__Records to use__.
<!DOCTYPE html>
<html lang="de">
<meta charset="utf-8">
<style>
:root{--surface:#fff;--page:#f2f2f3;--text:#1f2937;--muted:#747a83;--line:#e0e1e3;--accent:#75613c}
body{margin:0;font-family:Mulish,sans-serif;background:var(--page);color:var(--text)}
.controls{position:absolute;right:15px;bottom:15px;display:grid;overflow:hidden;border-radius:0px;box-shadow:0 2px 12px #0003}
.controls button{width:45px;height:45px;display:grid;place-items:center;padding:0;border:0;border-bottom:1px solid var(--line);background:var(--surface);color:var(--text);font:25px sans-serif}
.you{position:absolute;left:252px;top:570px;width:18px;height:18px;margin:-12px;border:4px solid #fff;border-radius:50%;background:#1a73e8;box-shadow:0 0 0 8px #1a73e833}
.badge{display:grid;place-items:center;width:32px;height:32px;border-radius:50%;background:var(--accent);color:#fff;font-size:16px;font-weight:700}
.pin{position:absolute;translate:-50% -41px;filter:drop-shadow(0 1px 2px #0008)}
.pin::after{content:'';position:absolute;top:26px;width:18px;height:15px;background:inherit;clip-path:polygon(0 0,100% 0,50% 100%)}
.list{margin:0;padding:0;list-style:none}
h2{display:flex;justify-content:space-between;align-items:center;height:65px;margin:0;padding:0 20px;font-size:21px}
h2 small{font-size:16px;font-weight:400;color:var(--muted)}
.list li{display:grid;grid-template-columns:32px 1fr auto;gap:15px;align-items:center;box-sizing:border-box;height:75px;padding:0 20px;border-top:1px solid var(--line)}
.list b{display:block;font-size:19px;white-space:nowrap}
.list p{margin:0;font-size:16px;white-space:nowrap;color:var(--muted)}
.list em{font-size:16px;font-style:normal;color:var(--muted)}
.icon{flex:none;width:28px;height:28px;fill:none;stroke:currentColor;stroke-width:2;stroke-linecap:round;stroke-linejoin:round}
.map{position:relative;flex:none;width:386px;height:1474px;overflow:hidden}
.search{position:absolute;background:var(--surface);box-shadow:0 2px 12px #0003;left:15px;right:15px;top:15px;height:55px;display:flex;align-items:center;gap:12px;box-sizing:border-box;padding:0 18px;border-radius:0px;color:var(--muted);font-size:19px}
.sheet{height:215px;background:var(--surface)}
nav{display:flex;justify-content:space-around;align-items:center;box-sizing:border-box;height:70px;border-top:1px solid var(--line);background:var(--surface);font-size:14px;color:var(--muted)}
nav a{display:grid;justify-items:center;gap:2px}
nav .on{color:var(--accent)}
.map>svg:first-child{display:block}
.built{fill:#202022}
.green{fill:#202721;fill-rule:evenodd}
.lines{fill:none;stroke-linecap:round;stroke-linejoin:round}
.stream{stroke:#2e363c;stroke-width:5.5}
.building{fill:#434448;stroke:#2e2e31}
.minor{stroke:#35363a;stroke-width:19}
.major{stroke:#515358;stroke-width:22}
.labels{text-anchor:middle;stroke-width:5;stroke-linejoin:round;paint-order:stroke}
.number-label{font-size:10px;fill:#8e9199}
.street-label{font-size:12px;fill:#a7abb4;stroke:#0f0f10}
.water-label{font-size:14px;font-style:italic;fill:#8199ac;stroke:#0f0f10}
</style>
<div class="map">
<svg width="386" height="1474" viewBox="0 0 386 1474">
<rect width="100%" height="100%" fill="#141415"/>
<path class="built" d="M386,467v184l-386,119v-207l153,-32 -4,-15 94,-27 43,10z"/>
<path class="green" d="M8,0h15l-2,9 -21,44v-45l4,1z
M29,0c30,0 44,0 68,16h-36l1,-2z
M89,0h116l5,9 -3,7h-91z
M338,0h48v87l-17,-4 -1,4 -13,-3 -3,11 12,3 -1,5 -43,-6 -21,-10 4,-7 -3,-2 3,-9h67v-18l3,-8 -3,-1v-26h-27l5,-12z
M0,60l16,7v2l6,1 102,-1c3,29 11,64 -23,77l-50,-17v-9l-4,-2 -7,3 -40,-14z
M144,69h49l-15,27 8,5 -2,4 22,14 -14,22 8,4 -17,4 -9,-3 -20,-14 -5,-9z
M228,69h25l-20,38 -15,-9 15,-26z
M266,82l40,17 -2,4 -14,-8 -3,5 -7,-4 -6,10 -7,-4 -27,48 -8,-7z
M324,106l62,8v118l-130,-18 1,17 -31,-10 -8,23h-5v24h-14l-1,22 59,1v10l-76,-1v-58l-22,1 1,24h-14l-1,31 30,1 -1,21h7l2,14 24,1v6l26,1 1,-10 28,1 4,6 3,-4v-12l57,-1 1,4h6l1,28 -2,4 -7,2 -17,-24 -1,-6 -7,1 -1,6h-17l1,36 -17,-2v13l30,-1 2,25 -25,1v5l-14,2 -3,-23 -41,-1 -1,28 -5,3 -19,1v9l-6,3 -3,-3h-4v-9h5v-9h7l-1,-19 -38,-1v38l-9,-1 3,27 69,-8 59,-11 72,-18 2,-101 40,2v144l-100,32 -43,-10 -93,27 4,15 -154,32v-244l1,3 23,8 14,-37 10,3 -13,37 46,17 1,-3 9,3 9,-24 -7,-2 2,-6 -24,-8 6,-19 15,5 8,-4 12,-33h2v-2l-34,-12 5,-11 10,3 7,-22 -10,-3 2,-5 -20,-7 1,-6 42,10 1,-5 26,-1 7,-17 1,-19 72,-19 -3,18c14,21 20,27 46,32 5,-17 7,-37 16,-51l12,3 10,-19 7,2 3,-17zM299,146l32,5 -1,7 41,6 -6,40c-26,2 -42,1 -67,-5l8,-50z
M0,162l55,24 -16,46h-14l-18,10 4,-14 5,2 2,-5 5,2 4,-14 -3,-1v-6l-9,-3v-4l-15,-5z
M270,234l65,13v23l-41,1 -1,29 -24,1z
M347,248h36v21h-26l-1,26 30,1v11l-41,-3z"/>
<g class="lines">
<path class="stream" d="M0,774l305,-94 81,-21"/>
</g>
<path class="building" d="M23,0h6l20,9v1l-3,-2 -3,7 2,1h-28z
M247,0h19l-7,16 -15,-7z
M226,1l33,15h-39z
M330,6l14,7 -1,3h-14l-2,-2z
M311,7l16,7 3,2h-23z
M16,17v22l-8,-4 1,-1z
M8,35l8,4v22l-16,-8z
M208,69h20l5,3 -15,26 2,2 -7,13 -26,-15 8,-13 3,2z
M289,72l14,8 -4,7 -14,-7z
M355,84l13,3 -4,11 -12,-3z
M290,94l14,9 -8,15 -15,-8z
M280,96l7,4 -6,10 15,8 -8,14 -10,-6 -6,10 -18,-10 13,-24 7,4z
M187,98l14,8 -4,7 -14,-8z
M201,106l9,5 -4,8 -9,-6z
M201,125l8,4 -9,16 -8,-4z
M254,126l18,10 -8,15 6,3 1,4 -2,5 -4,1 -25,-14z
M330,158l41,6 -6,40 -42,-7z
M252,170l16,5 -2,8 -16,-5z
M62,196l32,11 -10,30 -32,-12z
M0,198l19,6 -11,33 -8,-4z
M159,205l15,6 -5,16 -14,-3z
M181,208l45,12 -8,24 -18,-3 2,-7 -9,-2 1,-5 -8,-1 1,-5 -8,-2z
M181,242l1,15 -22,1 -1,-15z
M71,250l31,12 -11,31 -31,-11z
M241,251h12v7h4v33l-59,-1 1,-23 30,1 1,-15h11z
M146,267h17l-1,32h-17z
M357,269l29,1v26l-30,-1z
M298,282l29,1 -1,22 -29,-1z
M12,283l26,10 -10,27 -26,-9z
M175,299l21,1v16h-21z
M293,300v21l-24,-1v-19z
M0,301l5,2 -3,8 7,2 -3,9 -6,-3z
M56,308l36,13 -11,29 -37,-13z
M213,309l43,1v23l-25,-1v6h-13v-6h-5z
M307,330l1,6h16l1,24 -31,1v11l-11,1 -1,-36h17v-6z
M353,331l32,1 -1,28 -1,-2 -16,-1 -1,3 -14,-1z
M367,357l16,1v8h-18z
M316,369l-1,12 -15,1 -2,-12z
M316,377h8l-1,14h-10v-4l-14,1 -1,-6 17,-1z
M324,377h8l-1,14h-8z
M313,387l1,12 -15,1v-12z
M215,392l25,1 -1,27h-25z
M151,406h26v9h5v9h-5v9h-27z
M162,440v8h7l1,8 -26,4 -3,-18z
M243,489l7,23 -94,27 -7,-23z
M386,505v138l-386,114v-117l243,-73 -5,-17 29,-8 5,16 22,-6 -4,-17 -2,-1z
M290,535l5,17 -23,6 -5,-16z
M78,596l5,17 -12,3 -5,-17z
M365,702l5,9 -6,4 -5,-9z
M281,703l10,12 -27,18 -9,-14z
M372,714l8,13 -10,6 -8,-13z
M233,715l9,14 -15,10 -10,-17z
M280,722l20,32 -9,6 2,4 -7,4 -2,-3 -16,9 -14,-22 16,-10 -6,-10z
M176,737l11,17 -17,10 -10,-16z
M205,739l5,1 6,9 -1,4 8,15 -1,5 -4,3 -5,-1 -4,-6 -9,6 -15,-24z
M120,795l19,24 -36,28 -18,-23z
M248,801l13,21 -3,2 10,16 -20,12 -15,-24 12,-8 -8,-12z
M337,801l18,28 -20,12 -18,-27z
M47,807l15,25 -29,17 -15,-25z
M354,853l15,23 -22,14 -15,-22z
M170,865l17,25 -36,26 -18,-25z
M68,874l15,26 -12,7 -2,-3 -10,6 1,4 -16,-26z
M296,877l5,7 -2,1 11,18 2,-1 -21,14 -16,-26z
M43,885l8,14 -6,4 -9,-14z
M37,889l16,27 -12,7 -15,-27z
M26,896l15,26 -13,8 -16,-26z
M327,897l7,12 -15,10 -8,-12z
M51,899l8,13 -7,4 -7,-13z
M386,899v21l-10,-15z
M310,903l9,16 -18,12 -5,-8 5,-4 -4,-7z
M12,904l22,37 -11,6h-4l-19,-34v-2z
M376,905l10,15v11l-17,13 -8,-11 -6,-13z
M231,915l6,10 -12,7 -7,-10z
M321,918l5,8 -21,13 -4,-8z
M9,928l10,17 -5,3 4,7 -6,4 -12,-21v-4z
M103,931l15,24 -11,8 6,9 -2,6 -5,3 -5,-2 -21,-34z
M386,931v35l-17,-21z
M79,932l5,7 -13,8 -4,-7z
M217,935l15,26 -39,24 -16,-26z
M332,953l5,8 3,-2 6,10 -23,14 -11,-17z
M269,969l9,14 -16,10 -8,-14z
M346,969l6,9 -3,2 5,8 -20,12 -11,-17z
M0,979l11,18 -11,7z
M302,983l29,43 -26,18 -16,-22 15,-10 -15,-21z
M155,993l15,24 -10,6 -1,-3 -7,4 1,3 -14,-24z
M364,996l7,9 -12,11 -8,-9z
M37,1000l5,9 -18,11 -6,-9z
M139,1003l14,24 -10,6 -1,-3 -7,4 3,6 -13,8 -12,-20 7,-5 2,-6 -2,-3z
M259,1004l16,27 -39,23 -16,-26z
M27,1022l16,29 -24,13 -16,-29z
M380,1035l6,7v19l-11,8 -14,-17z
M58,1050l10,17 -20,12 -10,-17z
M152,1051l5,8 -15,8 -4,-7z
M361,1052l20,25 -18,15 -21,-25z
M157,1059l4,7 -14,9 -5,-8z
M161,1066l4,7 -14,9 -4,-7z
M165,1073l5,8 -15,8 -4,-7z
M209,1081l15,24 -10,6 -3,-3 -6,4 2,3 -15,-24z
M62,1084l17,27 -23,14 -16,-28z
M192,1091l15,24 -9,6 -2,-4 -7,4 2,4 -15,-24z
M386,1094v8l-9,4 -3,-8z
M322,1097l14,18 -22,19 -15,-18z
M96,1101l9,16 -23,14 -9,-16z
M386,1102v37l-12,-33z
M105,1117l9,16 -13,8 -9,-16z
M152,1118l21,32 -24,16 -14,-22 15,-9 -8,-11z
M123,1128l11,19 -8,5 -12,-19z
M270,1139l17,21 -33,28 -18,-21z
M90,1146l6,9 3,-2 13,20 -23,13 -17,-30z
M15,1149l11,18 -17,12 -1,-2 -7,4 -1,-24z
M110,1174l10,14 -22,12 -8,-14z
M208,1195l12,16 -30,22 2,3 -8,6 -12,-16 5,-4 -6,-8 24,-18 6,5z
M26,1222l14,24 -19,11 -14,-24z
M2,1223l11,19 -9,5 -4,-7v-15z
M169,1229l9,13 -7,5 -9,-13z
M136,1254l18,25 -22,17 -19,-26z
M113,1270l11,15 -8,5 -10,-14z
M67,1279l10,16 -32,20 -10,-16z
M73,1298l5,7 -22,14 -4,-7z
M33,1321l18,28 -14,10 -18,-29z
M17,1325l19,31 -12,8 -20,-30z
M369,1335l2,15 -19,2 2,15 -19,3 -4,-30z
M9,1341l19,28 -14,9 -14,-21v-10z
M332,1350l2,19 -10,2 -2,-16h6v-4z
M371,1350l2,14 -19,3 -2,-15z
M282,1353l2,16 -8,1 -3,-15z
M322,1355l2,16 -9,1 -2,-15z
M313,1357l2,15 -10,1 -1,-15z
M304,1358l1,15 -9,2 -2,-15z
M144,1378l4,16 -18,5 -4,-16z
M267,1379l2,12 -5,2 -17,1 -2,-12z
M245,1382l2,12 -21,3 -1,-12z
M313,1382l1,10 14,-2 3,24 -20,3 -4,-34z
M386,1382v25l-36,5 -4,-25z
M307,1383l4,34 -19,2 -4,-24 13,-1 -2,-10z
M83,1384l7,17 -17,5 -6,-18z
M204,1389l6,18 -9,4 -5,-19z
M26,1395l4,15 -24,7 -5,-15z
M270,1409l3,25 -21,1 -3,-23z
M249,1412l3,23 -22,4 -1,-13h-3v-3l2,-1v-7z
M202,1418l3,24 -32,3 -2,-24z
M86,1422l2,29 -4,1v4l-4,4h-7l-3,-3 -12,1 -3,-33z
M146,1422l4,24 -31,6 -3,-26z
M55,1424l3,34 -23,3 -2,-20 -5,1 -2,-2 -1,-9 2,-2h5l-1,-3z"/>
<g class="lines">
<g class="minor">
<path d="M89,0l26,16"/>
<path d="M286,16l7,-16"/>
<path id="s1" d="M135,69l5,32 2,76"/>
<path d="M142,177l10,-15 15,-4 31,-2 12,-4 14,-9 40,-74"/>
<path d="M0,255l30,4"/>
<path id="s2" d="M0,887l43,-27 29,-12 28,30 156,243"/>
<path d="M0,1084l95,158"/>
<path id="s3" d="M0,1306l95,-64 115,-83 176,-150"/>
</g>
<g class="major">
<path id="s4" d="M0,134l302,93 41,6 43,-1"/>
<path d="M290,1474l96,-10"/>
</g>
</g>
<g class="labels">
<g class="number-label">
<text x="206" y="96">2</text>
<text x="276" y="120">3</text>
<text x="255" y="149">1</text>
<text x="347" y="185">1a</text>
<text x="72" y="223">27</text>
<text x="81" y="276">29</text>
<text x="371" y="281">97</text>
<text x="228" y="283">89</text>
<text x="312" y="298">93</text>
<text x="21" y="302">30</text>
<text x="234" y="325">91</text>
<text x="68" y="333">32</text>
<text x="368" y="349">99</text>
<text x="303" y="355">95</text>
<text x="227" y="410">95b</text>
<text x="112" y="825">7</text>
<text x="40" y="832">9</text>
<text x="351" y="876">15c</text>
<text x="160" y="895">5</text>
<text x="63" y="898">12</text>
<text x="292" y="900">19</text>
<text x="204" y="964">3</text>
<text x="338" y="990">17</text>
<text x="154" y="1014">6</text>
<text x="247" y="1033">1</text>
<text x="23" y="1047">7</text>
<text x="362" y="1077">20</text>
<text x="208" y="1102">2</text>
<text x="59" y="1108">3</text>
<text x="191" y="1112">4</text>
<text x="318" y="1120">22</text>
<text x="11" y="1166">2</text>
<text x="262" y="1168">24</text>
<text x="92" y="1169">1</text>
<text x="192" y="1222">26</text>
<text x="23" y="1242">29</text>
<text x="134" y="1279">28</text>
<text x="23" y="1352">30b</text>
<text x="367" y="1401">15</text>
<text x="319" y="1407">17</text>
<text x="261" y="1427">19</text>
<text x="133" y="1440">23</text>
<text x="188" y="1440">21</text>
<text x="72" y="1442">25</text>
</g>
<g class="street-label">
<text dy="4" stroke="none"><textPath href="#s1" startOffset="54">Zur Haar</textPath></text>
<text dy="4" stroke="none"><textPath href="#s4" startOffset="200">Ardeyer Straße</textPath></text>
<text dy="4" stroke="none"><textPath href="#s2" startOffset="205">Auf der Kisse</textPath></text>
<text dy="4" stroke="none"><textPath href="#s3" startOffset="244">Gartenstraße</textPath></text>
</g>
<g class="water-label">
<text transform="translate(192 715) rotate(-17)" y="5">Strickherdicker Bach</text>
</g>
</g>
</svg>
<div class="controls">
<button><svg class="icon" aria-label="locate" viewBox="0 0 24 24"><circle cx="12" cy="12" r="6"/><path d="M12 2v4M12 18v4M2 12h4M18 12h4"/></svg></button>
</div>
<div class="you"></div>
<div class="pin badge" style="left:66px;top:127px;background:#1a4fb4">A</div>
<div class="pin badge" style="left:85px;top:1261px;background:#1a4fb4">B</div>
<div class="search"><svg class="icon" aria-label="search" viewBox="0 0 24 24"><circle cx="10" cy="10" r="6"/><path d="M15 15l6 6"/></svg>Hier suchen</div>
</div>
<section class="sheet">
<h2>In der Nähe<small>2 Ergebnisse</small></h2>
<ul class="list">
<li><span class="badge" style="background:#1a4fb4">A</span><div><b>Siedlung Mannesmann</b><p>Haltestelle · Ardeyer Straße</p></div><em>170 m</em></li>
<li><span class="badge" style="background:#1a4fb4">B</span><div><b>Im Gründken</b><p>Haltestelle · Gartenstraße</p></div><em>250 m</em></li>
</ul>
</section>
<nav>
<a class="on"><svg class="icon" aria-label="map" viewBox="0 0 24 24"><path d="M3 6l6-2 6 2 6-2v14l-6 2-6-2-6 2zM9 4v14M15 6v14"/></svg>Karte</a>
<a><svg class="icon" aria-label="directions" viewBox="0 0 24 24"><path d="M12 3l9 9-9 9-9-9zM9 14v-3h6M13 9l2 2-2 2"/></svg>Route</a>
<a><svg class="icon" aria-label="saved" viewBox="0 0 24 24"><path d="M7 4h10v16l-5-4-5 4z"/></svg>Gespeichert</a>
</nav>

__Work task__.
Where the word "linejoin" shows up in a line of the entries above, copy that line.

__Response__.
.icon{flex:none;width:28px;height:28px;fill:none;stroke:currentColor;stroke-width:2;stroke-linecap:round;stroke-linejoin:round}
.lines{fill:none;stroke-linecap:round;stroke-linejoin:round}
.labels{text-anchor:middle;stroke-width:5;stroke-linejoin:round;paint-order:stroke}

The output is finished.